The decisions here are encoded into both SDK facades in the same change — the Python
<Lang>Analysis and the TypeScript <Lang>Analysis — so they never drift. Reproduce Tier A
verbatim in both; name the leaf accessors exactly as decided; keep the constructor params and
guards identical in spirit (Python snake_case, TS camelCase). The facade stays a thin,
read-only, lazily-evaluated query layer over the canonical v2 Application node-tree — surfaced
through the per-language views (skills/cldk-sdk-frontend/references/schema-contract.md
§ "The two-layer model") so the accessor return types keep their old names. The how of encoding
is the cldk-sdk-frontend rung; this loop only fixes what the surface is.

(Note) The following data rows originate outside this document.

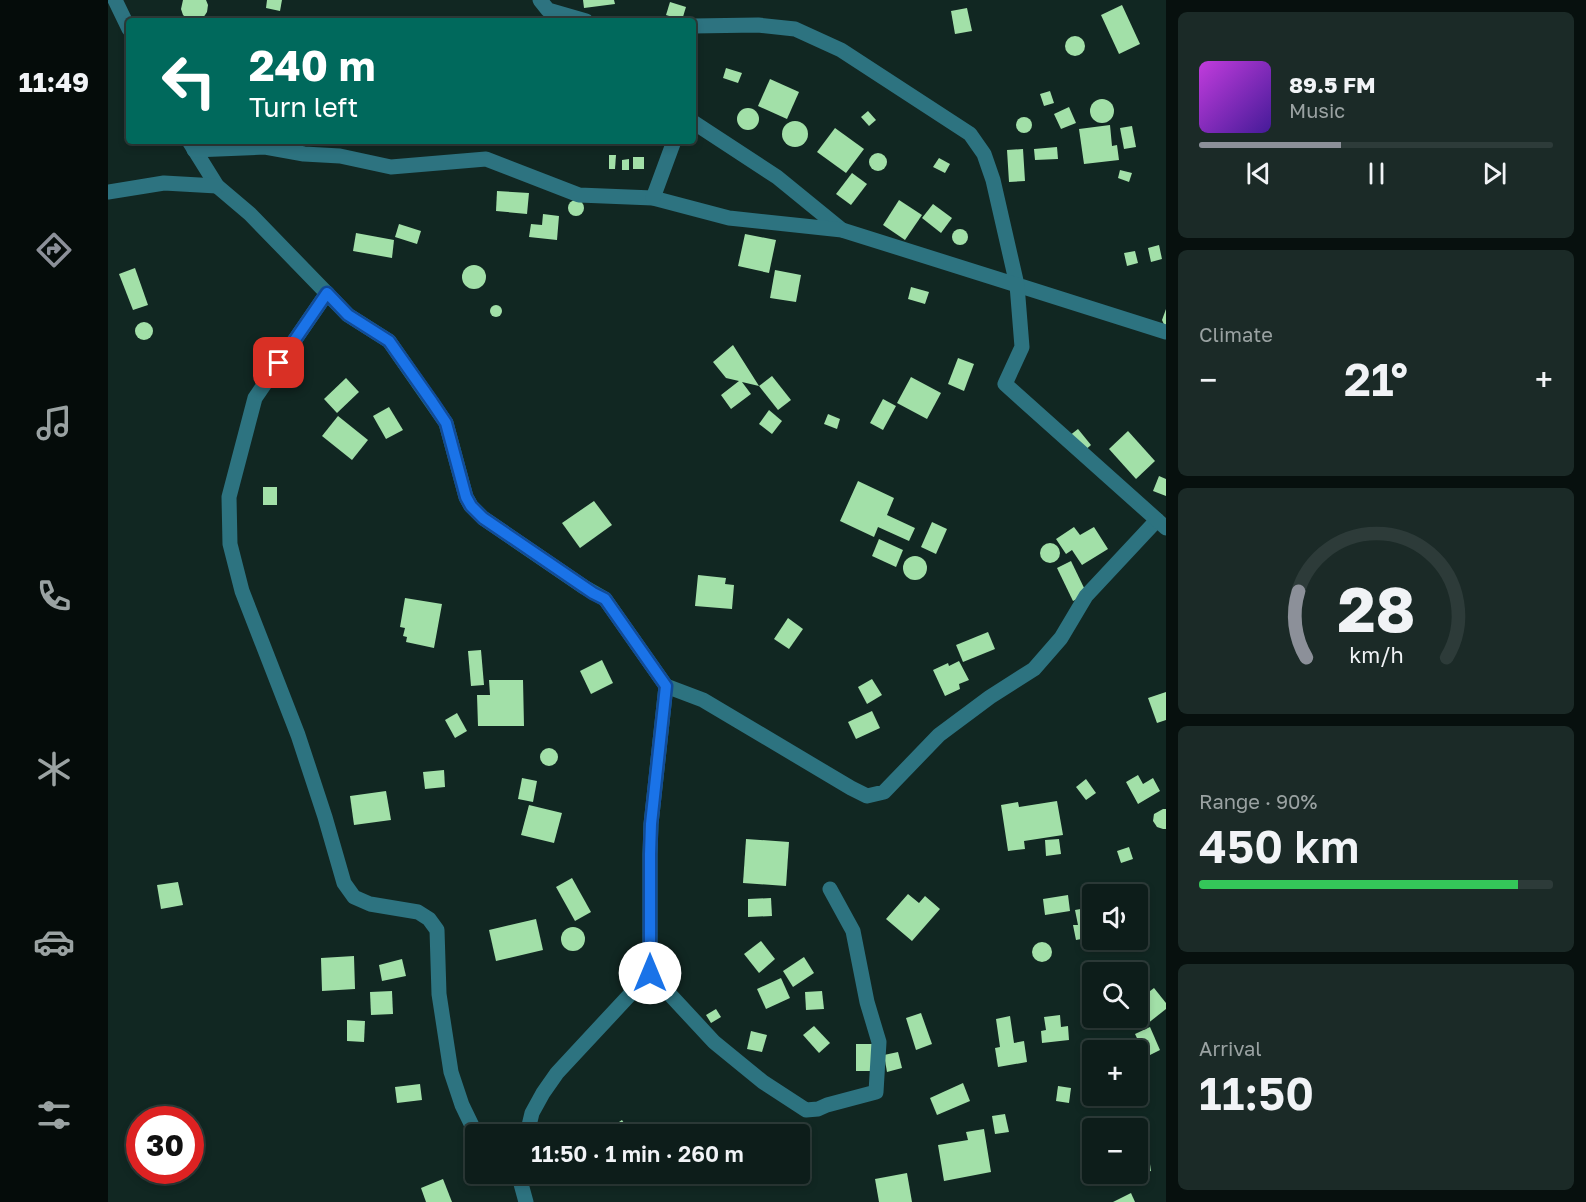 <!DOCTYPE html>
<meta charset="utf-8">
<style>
body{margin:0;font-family:"Golos Text",sans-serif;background:#1b2a27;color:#f1f3f6;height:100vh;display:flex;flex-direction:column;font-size:22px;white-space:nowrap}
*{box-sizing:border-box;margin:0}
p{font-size:20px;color:#9aa2a2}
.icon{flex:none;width:33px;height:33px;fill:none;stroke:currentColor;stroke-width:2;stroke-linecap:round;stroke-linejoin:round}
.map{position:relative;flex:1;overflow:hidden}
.drawer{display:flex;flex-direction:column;gap:12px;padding:12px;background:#07100e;width:420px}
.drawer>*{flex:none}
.banner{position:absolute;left:18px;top:18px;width:570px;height:126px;border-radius:6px;box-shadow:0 3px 9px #0003,0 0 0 2px #2d3b39;background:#00695c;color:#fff;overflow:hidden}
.fabs{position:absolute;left:974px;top:884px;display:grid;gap:12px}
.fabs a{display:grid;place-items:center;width:66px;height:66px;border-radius:6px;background:#0d1d1a;box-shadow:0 3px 9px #0003,0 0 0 2px #2d3b39;font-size:30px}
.speed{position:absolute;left:18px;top:1106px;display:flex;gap:12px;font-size:30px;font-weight:700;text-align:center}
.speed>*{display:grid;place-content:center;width:78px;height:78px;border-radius:50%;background:#0d1d1a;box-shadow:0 3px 9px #0003,0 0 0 2px #2d3b39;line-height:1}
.speed .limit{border:9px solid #d22;background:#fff;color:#111}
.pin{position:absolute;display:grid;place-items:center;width:51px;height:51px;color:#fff;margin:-26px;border-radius:12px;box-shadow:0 3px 9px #0006}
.me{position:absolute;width:66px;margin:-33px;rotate:0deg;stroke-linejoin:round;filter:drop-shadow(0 0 4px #0008)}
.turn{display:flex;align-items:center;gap:21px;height:126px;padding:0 24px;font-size:27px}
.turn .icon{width:78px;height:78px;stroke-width:2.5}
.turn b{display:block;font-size:42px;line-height:51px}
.big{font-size:45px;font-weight:600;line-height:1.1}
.drawer .tile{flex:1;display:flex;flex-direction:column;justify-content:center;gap:9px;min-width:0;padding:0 21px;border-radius:9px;background:#1b2a27}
.drawer .dial{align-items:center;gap:0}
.dial svg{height:156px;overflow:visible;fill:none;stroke:#2d3b39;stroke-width:7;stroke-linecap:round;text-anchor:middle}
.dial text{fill:#f1f3f6;stroke:none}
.song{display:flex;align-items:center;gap:18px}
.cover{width:72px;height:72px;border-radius:9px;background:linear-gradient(135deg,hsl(290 70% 55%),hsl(260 70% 35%))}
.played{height:6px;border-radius:3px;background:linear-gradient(90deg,#8c9099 40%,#2d3b39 40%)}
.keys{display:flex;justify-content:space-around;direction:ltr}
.heat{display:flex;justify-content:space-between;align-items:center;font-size:33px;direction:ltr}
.charge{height:9px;border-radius:4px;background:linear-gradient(90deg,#34c759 90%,#2d3b39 0)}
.trip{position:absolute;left:357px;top:1124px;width:345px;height:60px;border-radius:6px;background:#0d1d1a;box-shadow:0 3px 9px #0003,0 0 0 2px #2d3b39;font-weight:600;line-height:60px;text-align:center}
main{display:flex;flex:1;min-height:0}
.tabs{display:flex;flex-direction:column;width:108px;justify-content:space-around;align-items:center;background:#050c0a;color:#9aa2a2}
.tabs .icon{width:42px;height:42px}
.tabs .selected{color:#8c9099}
.tabs b{font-size:27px;color:#f1f3f6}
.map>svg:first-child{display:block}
.building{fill:#a2e0a8}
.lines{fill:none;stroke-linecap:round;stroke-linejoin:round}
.minor{stroke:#2d7380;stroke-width:15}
.route-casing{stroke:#114b97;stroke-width:15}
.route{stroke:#1a73e8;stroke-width:10}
</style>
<main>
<nav class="tabs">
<b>11:49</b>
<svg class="icon selected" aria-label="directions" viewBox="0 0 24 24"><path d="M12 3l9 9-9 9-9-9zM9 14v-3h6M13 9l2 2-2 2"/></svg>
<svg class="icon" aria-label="music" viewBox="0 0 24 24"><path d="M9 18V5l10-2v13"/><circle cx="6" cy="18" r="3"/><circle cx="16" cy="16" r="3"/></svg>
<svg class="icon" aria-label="phone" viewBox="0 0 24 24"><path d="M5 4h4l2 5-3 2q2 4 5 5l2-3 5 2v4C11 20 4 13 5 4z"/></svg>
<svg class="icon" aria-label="climate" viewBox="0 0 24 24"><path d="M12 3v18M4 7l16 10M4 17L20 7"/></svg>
<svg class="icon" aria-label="car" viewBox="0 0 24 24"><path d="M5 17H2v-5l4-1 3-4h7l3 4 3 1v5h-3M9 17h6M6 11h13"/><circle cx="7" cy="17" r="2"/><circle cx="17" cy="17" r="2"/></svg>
<svg class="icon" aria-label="filters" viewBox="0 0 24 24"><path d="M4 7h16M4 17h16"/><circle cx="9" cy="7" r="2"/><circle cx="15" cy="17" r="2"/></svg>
</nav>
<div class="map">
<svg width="1058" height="1202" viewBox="0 0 1058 1202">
<rect width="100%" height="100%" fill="#112722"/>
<g class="building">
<path d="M75 0H98L100 5 99 12 95 18 88 20H81L75 15 73 9Z"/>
<path d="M159 0H174L172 11 158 8Z"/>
<path d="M475 0H506L507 4 476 8Z"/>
<path d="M562 2 578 7 574 20 558 15Z"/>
<path d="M1014 5 1032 44 1011 54 993 15Z"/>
<path d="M859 8 864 31 847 34 843 11Z"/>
<path d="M396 16H402L407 21H390L391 18Z"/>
<circle cx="967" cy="46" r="10"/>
<path d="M618 68 634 73 630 83 615 78Z"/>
<path d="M662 79 691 92 679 119 650 106Z"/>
<path d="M942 91 946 103 936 106 932 94Z"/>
<circle cx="994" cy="111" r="12"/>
<path d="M961 107 968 123 953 129 946 114Z"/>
<circle cx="640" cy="119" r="11"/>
<path d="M760 111 768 120 761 126 753 117Z"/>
<circle cx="916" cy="125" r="8"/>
<circle cx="687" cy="134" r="13"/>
<path d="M1002 125 1004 146 1009 145 1011 160 976 164 971 129Z"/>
<path d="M1024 126 1028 147 1016 149 1012 128Z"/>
<path d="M727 128 756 149 738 173 709 152Z"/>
<path d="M949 147 950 159 927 160 926 149Z"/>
<path d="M915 149 917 181 901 182 899 150Z"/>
<circle cx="770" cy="162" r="9"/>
<path d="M501 155H508L507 169H501Z"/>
<rect x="525" y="157" width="11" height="12"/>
<path d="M831 158 842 164 837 173 825 167Z"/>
<path d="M521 159V170H514V160Z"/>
<path d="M1012 170 1024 173 1021 182 1010 178Z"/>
<path d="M744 173 759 184 743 205 728 194Z"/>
<path d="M389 191 421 193 419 214 388 211Z"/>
<path d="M791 200 814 215 797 240 775 225Z"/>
<circle cx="468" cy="208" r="8"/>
<path d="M825 204 844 218 833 233 814 218Z"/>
<path d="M435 214 451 216 449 240 421 237 423 224 434 225Z"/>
<path d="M291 224 313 231 309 244 287 237Z"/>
<circle cx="852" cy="237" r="8"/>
<path d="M248 233 286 240 284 258 245 251Z"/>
<path d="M637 234 668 240 661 273 630 266Z"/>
<path d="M1051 245 1054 259 1043 262 1040 248Z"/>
<path d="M1027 251 1030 263 1019 266 1016 253Z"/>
<circle cx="366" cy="277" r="12"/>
<path d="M27 268 40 305 25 310 11 274Z"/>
<path d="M667 270 693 275 688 302 662 298Z"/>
<path d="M803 287 821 292 817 304 800 299Z"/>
<circle cx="388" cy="311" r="6"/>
<path d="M1058 309V329L1054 320Z"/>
<circle cx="36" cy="331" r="9"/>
<path d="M625 345 651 386 634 382 643 394 623 409 613 395 631 381 618 378 605 362Z"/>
<path d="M850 358 866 364 856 391 840 384Z"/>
<path d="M664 376 683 400 670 410 651 386Z"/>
<path d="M803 377 833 393 819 419 789 403Z"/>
<path d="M238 378 251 392 229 413 216 399Z"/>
<path d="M775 399 788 406 775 430 762 423Z"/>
<path d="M281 407 295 430 278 439 265 416Z"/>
<path d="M661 410 674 421 664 434 651 424Z"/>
<path d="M720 414 732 419 729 429 716 424Z"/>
<path d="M230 416 260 440 244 460 214 436Z"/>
<path d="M970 429 983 445 975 452 961 436Z"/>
<path d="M1020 431 1047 461 1028 479 1001 449Z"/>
<path d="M1051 476 1058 479V496L1045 491Z"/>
<path d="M750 481 786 498 779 515 807 528 801 541 770 527 766 537 732 521Z"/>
<rect x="155" y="487" width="14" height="18"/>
<path d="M486 501 504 525 472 548 454 523Z"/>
<path d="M824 522 839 529 828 554 813 547Z"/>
<path d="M966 527 972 535 986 527 1000 549 974 565 964 550 958 554 948 539Z"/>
<path d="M771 539 795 550 788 567 764 556Z"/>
<circle cx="942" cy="553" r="10"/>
<circle cx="807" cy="568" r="12"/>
<path d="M963 561 979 594 965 601 949 568Z"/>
<path d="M590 575 618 578 617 584 626 585 624 609 587 606Z"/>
<path d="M297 598 334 604 326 648 298 642 299 637 295 636 297 628 292 627Z"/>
<path d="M680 618 695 629 681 649 666 639Z"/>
<path d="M880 632 887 649 855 662 848 645Z"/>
<path d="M373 650 376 685 363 686 360 651Z"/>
<path d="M494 660 505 683 483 694 472 671Z"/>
<path d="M851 661 861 680 851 684 852 689 837 696 825 670 840 663 841 666Z"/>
<path d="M764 679 774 695 759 704 750 687Z"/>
<path d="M381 680H415L416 726H370L369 695H382Z"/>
<path d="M1058 692V720L1049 723 1040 698Z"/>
<path d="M764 711 772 728 748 739 740 722Z"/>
<path d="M349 713 359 731 347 738 337 720Z"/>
<circle cx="441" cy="757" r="9"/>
<path d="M336 770 337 787 317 789 315 772Z"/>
<path d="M1030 775 1035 784 1045 778 1052 791 1030 804 1018 782Z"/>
<path d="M414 778 429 781 425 802 410 799Z"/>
<path d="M978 779 988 793 978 800 968 787Z"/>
<path d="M278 791 283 820 246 825 242 796Z"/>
<path d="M949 801 955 835 916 841 917 849 900 851 893 805 910 802 911 807Z"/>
<path d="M421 805 454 813 446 843 413 835Z"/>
<path d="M1055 809H1058V829H1055L1049 827 1045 821 1046 814Z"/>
<path d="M638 839 681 842 678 886 635 883Z"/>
<path d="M951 839 953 854 938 856 937 840Z"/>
<path d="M1021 847 1025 859 1013 863 1009 851Z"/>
<path d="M464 878 483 912 467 921 448 887Z"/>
<path d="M70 882 75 905 53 909 49 885Z"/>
<path d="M800 894 811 903 817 896 832 909 804 941 778 919Z"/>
<path d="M960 895 962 911 937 915 935 899Z"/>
<path d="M663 898 664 916 640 917V899Z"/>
<path d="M984 907V937L968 940 965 925H970L967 910Z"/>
<path d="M428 919 435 950 388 961 381 930Z"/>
<circle cx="465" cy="939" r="12"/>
<circle cx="1005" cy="945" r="7"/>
<path d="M653 941 667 959 651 973 636 954Z"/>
<circle cx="934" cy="952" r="10"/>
<path d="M246 956 247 989 214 991 213 958Z"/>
<path d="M696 957 706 973 685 987 675 971Z"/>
<path d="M294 959 298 976 274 981 271 965Z"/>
<path d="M673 978 682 998 658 1009 649 989Z"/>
<path d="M1046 988 1058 1003V1009L1039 1024 1029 1010V1001Z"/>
<path d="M284 991 285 1014 263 1015 262 992Z"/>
<path d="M714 991 716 1009 698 1010 697 992Z"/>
<path d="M608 1009 613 1017 603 1023 598 1015Z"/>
<path d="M813 1013 824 1044 808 1050 798 1018Z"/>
<path d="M952 1015 953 1027 960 1026 961 1040 934 1043 933 1031 938 1030 936 1017Z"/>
<path d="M902 1016 906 1043 916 1041 919 1062 890 1067 887 1048 892 1047 888 1019Z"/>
<path d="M239 1020 257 1021 256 1042 239 1041Z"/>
<path d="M706 1026 722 1043 711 1053 695 1035Z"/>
<path d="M1042 1027 1052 1050 1038 1057 1027 1034Z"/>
<path d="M643 1031 659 1035 654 1052 639 1049Z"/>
<rect x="748" y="1044" width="18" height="27"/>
<path d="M790 1052 794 1068 779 1072 776 1055Z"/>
<path d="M855 1083 862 1101 829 1115 822 1098Z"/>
<path d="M312 1084 314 1100 289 1103 287 1087Z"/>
<path d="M950 1086 963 1088 961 1103 948 1101Z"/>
<path d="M897 1114 901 1132 887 1134 884 1116Z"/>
<path d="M514 1120 523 1134H510L505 1126Z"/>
<path d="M876 1129 883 1172 836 1181 830 1145 860 1140 858 1132Z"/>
<path d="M1041 1157 1043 1171 1029 1174V1158Z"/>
<path d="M799 1173 804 1202H771L767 1179Z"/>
<path d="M1008 1173H1025V1174L1009 1177Z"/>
<path d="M335 1179 344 1202H318L313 1188Z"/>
<path d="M1023 1193 1027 1202H1005Z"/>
</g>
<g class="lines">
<g class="minor">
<path d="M7 0 21 29"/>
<path d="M432 0 440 10 478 21"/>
<path d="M585 26 650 25 687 29 733 50 862 134 876 154 885 180 909 285 1058 332"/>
<path d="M585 122 669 177 734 230"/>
<path d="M81 141 109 186 142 214 240 315 281 341 338 423 358 497 363 506 375 518 476 587 497 599 558 686 595 700 743 788 759 796 776 792 831 735 882 697 926 669 953 638 978 596 1049 520"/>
<path d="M86 150 157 147 196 154 232 156 283 167 378 159 471 195 545 198 621 218 734 230 909 285 914 347 897 384 1058 528"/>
<path d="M0 192 56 183 109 186"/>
<path d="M545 198 566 141"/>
<path d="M219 293 147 398 121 497 122 544 134 591 190 735 217 817 236 883 246 897 262 904 310 912 321 919 329 930 331 994 343 1072 354 1105 368 1134"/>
<path d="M558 686 543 824 542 854V973L606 1042 655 1082 698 1110 710 1109 719 1105 768 1092 771 1042 759 1002 745 931 722 889"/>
<path d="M419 1134 424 1113 435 1093 449 1073 542 973"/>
<path d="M410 1173 418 1202"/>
</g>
</g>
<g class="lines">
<defs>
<path id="route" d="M171 363 219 293 240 315 281 341 324 402 338 423 358 497 363 506 375 518 485 593 497 599 558 686 543 824 542 854V973"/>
</defs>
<use href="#route" class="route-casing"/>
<use href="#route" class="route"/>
</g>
</svg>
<div class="fabs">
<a><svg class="icon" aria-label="sound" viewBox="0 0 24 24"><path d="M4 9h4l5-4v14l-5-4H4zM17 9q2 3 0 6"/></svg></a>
<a><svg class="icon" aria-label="search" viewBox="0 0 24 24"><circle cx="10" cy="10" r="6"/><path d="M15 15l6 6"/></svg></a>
<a>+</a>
<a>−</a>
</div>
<div class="speed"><div class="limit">30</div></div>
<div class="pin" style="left:171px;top:363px;background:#d93025"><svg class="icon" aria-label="arrive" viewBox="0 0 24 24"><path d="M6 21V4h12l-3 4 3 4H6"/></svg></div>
<svg class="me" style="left:542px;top:973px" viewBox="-20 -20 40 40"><circle r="19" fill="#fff"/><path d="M0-13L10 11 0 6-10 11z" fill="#1a73e8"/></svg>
<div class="trip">11:50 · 1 min · 260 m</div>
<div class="banner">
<div class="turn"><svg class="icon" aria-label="left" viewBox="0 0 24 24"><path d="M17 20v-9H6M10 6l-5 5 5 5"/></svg><div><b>240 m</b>Turn left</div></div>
</div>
</div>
<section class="drawer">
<div class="tile">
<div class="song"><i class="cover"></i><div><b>89.5 FM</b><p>Music</p></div></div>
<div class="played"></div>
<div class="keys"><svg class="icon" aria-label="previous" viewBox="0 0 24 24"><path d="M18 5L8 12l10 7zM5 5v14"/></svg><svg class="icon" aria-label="pause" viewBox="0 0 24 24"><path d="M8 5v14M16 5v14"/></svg><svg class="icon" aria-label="next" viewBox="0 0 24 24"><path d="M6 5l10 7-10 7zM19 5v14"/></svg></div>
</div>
<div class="tile"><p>Climate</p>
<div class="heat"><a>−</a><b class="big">21°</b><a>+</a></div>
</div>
<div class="tile dial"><svg viewBox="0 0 100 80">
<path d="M14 69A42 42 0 1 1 86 69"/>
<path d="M14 69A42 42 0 0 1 10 35" stroke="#8c9099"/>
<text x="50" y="56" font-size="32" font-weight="700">28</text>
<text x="50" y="72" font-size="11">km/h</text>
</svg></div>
<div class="tile"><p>Range · 90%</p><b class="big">450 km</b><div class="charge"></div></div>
<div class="tile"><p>Arrival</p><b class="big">11:50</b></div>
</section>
</main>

The schema loop (references/schema-design-loop.md) decided what data the analyzer emits; this
loop decides how the SDK exposes it to a developer. They co-evolve (a new <L> node kind
usually earns a new accessor) but they are different decisions: a node can exist in the schema
without a dedicated accessor, and an accessor can be a derived view (get_call_graph,
get_class_hierarchy) over data that is just edges / type-containment in the schema. Don't let
facade-naming questions reshape the schema, or vice versa.
Java alone biases you toward a class-centric, annotation-based, name-addressed world. Python shows structured decorators and module-level functions; C shows a facade with no classes at all — functions and macros addressed by a different vocabulary. Reading all three keeps you from mistaking Java's surface for the surface, especially for a procedural target language.
A complete, user-approved facade vocabulary for the language — the method list, names, and
constructor contract — with every divergence decided and noted in .claude/FACADE_DECISIONS.md.
This is a design artifact: it feeds the spec and the epic's SDK-facade child issue. No facade
files are written yet — that is the cldk-sdk-frontend rung, entered only after the gate.